Flow cytometry and confocal microscopy showed that binding of antibody-targeted MBs to the adhesion molecules ICAM-1, VCAM-1, or E-selectin, expressed on cytokine-stimulated ECs, was up to sixfold higher for human and 12-fold higher for mouse ECs, compared with that of non-targeted MBs. Under flow conditions, both VCAM-1- and E-selectin-targeted MBs adhered more firmly to stimulated human ECs than to untreated cells, while VCAM-1-targeted MBs adhered best to stimulated murine ECs. SPECT imaging showed an approximate doubling of signal intensity from the abdomen of rats with peritonitis, compared with healthy controls, after injection of anti-ICAM-1-MBs.

Conclusions

This novel multilayer contrast agent can specifically target adhesion molecules expressed as a result of inflammatory stimuli in vitro, and has potential for use in disease-specific multimodal diagnostics in vivo using antibodies against targets of interest.

中文翻译：

用于粘附分子靶向的新型多模态微泡的分子成像。

介绍

炎症是许多疾病的重要风险相关成分，可以通过特定分子的分子成像来诊断。
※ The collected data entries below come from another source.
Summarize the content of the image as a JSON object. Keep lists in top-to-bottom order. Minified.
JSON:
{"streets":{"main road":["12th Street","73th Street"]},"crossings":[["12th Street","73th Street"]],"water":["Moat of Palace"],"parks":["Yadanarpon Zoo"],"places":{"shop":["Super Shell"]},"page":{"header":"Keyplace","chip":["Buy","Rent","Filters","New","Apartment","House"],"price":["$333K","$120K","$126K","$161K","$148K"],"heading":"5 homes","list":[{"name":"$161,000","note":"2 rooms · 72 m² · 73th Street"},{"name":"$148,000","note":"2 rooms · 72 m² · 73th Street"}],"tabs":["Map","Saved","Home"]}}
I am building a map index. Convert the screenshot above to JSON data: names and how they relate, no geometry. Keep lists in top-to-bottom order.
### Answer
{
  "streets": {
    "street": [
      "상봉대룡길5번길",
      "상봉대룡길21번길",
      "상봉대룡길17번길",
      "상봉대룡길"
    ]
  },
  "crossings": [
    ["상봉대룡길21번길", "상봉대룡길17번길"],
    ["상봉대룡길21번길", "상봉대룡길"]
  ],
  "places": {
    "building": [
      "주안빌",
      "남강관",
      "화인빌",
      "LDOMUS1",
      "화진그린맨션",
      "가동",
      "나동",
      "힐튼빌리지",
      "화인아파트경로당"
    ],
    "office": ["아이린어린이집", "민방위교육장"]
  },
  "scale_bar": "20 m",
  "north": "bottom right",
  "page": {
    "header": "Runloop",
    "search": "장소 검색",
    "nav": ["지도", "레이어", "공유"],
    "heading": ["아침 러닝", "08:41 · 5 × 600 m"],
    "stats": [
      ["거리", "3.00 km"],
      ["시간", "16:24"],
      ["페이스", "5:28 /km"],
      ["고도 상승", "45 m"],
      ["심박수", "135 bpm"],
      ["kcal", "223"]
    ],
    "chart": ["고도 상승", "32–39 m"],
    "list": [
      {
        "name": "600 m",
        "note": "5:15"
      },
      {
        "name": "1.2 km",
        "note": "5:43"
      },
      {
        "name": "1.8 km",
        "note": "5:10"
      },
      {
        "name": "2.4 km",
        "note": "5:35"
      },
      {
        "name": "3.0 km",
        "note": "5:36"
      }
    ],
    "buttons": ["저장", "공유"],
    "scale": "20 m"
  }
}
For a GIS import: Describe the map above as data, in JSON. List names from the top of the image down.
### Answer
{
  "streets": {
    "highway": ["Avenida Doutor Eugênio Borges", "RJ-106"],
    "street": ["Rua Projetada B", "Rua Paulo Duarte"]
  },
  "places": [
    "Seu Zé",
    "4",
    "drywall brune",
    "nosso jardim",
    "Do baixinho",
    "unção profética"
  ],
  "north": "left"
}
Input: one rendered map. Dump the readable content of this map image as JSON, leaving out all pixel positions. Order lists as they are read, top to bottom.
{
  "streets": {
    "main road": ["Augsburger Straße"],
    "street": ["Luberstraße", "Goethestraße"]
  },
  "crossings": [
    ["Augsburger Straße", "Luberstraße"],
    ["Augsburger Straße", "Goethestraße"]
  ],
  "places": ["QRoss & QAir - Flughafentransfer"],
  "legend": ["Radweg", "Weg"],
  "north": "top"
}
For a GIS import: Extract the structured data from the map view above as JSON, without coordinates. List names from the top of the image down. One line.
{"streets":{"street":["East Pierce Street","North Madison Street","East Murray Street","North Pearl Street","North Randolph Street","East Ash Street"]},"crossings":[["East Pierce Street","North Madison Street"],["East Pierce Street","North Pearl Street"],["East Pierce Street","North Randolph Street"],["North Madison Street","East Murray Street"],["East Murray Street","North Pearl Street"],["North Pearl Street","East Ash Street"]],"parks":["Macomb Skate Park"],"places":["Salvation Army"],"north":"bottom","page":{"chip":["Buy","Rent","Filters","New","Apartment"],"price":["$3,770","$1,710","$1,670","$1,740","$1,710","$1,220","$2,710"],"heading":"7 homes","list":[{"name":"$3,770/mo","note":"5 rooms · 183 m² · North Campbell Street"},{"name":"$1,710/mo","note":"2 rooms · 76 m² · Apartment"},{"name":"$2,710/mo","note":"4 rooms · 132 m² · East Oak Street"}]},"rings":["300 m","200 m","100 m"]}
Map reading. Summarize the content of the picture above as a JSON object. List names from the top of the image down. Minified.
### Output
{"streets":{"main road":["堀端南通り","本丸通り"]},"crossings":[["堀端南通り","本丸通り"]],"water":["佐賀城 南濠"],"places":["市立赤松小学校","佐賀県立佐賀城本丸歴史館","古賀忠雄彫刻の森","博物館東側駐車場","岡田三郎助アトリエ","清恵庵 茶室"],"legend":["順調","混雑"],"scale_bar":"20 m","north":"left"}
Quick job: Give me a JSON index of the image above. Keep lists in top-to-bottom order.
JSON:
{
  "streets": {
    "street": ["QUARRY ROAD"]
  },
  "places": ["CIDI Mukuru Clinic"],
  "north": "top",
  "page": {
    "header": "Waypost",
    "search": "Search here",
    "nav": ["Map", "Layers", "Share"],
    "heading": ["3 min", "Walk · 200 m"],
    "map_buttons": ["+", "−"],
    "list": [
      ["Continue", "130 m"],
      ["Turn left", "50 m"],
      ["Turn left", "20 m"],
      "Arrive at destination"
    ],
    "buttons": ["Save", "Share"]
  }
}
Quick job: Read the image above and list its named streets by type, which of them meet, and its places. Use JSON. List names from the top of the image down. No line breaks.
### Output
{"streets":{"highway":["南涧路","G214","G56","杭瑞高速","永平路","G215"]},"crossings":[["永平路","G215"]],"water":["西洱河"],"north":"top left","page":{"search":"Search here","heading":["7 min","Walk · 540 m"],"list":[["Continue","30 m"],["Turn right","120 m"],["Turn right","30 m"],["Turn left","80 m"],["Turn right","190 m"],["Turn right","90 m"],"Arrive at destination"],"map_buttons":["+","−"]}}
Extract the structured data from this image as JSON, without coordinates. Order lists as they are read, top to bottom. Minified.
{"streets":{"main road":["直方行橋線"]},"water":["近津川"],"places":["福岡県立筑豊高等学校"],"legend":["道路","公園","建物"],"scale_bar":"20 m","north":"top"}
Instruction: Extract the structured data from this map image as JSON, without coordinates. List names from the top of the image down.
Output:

本研究的目的是评估使用一种创新的多模式聚乙烯醇基微泡 (MB) 造影剂靶向炎症激活的内皮细胞和巨噬细胞上的粘附分子的可能性，该造影剂开发用于超声、磁共振和核成像的诊断用途。

方法

我们利用 MBs 的荧光特性评估了抗体偶联多模式对比剂与发炎的小鼠或人内皮细胞 (ECs) 以及从患有腹膜炎的大鼠中分离出的腹腔巨噬细胞的结合效率。单光子发射断层扫描 (SPECT) 用于说明^99m Tc 标记的 MB 在炎症实验体内模型中的靶向和分布。

结果

流式细胞术和共聚焦显微镜显示，靶向抗体的 MBs 与在细胞因子刺激的 ECs 上表达的粘附分子 ICAM-1、VCAM-1 或 E-选择素的结合对于人类来说高出 6 倍，对于人类来说高出 12 倍。小鼠 ECs，与非靶向 MBs 相比。在流动条件下，靶向 VCAM-1 和 E-选择素的 MB 比未处理的细胞更牢固地粘附于受刺激的人类 EC，而靶向 VCAM-1 的 MB 最能粘附于受刺激的小鼠 EC。SPECT 成像显示，与健康对照组相比，在注射抗ICAM-1-MB后，腹膜炎大鼠腹部的信号强度大约增加了一倍。